"Jadi kamu harus semangat. Mulai sekarang kita teman," ucap Regi sambil tersenyum ramah.
Suasana hati orang tersebut begitu baik sampai bisa mengatasi kekesalan dan amarah yang ia pikirkan sebelumnya. Euforia membuat semua hilang dan berganti begitu cepat. Akhirnya Regianis punya teman dekat.

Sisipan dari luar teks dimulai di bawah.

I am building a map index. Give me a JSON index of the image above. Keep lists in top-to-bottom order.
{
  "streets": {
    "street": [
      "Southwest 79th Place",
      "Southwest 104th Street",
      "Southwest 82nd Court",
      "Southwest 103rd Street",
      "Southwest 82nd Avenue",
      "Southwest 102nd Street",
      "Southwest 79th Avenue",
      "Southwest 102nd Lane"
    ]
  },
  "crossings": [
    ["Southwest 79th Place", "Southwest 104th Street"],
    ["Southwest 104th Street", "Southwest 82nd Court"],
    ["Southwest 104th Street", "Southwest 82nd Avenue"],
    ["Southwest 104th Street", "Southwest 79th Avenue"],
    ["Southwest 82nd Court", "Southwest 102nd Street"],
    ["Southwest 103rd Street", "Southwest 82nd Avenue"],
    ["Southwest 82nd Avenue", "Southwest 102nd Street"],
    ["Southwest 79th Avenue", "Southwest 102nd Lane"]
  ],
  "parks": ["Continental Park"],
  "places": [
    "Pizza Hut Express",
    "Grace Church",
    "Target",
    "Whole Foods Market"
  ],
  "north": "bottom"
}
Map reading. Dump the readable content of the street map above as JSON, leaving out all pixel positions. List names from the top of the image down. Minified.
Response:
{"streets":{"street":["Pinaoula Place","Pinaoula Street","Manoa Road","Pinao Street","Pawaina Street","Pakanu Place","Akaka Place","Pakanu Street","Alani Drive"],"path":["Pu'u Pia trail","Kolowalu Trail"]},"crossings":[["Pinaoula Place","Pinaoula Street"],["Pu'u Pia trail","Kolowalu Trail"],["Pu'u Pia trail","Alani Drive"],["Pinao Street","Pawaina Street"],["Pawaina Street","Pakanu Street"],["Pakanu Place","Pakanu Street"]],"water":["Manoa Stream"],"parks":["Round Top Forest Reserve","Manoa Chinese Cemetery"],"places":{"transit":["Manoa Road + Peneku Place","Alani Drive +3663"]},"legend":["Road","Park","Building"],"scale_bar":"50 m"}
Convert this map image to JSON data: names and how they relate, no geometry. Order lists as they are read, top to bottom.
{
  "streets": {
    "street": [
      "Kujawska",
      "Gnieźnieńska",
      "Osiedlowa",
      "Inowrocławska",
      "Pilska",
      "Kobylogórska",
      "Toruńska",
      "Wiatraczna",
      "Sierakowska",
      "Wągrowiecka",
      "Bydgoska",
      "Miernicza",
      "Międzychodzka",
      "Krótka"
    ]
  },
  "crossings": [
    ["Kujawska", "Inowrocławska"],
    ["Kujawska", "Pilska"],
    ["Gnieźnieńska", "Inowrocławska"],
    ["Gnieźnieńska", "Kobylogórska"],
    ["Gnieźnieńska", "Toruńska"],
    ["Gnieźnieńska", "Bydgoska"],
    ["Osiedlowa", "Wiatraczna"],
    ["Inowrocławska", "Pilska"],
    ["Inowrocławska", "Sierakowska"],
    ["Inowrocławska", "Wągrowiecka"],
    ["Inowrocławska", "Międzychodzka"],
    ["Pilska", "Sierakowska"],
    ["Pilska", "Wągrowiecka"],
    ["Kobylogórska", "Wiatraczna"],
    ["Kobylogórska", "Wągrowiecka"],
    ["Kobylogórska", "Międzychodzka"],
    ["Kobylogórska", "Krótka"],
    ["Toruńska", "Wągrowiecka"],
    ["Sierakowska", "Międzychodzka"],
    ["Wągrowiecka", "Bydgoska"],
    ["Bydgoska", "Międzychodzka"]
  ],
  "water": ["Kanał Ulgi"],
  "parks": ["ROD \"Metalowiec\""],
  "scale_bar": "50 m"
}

Best friend forever. Good.
Regi bersyukur bertemu teman baik yang ia cari.
"Selamat siang semuanya."
Dengar suara tersebut wajah cerah Regi menegang, bukan sebatas itu tetapi juga merah saking kesalnya. Tangan Regi spontan mengepal kuat sebagai respon betapa marahnya orang tersebut.
Suara itu milik seseorang yang baru saja menghancurkan hidupnya sampai ke dasar. Orang yang menghancurkan lebih buruk dari hidup sulit seorang Regianis.
"Selamat siang Pak," kata Jenny cepat, menundukkan kepala, tidak berani menatap wajah bosnya.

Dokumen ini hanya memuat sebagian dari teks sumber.